Bridges has become a local celebrity, an artist who got his start here in Fort Worth, then stayed put. He might spend long stretches on the road or out in Los Angeles, but he still considers this city to be his home, however far off the industry map it might be. Such loyalty has endeared him to locals, such that Leon sightings have lost little of their excitement despite their frequency.

“Fort Worth is cool because it has its own identity,” he says as he places his order with the barista – large drip coffee, no cream, no sugar. “Dallas aspires to be like Los Angeles or New York, but Fort Worth is totally comfortable being its own little thing. It definitely has that smalltown energy.
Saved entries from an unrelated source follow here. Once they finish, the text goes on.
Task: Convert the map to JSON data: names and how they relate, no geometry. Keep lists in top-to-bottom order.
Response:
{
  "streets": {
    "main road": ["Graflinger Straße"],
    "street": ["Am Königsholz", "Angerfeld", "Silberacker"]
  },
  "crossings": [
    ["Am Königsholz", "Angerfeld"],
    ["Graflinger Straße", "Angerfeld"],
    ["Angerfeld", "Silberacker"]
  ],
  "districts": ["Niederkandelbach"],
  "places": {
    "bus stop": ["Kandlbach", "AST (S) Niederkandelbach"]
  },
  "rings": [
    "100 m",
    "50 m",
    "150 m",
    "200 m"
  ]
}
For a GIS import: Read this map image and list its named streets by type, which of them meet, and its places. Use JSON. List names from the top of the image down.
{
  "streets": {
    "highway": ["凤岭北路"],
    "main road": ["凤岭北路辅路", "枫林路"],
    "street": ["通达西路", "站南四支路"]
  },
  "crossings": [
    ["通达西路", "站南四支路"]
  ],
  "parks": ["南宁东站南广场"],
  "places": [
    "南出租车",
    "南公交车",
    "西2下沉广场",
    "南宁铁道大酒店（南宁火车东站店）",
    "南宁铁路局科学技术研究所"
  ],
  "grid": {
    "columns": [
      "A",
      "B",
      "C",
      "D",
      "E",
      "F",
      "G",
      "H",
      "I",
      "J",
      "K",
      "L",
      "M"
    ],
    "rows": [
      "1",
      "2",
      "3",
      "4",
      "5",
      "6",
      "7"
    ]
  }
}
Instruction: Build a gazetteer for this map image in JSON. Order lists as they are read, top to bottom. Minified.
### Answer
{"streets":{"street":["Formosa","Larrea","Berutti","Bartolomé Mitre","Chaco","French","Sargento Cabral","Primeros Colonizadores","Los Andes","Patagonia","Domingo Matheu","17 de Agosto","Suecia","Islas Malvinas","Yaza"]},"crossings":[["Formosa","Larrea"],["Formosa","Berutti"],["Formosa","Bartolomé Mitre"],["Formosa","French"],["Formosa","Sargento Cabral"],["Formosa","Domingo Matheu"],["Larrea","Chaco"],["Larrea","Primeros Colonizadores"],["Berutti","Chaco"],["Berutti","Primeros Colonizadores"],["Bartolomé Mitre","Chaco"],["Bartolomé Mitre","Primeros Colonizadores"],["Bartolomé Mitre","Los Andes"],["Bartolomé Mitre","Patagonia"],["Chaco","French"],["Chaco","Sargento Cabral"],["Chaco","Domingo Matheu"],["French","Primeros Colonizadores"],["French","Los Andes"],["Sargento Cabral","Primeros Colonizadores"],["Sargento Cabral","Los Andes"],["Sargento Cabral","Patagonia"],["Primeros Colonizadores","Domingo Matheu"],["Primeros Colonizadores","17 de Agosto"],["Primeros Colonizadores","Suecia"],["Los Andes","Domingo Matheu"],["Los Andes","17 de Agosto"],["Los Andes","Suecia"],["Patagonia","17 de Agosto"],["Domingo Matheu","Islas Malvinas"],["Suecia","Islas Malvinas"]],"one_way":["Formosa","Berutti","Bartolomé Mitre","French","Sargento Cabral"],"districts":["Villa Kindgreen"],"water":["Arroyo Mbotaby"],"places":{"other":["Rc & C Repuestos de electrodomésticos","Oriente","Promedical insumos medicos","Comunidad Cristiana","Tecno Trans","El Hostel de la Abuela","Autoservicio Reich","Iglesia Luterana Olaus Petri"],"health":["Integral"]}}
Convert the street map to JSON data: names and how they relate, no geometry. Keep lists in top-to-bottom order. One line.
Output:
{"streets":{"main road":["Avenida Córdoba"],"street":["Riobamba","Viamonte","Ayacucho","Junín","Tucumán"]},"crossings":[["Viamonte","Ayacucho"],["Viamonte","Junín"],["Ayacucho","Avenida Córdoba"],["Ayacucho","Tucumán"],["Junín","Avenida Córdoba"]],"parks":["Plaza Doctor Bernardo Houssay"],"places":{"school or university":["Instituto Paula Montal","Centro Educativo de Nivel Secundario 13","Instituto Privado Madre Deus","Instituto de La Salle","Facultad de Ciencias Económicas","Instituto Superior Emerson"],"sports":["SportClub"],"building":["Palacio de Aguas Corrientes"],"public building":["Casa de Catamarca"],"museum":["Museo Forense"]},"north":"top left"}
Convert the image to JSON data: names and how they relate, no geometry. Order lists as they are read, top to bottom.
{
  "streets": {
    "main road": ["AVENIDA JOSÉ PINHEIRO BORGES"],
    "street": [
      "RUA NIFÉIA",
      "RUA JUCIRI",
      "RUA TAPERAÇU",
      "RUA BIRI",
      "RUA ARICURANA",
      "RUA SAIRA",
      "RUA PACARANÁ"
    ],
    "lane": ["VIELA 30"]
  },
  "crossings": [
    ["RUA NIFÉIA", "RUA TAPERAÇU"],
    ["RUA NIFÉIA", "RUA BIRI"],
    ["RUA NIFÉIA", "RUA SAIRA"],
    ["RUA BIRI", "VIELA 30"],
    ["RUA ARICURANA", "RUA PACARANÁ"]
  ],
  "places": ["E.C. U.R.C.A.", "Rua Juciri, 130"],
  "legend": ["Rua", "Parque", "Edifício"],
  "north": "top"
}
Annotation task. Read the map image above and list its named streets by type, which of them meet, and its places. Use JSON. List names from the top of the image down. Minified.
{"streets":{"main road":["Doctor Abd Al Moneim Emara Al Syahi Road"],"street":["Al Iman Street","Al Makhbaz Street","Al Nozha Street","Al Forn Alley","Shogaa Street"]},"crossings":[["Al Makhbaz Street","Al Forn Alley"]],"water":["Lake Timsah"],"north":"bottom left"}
It’s grounding to be in the place where I grew up. It’s just easy here. Whenever I’m out in LA, I just don’t understand how people even have a car and drive everywhere.”


Before he can cause a scene, he bails on the coffeeshop and walks past a barbecue joint to the Magnolia Wine Bar, another favourite hangout. “I came here a lot during the pandemic and I could just have a sense of normalcy. My routine was work out during the day, pull up to the coffee shop, then come here, get some wine, then go home.” The place is closed, but Bridges hops over the low fence and takes a seat at one of the many picnic tables on the patio.

Fort Worth, he says, allows him to keep a little distance from the hustle of the music industry. It’s also a city with a rich musical history and he feels some responsibility to honour and build on that local legacy.

“You’ve got an interesting lineage of musicians who’ve come from the area,” he explains. “You’ve got people like Townes Van Zandt. You’ve got a bunch of jazz greats who grew up in the same neighbourhood as me – Ornette Coleman, King Curtis, Cornell Dupree. But there aren’t too many soul or R&B guys from here.”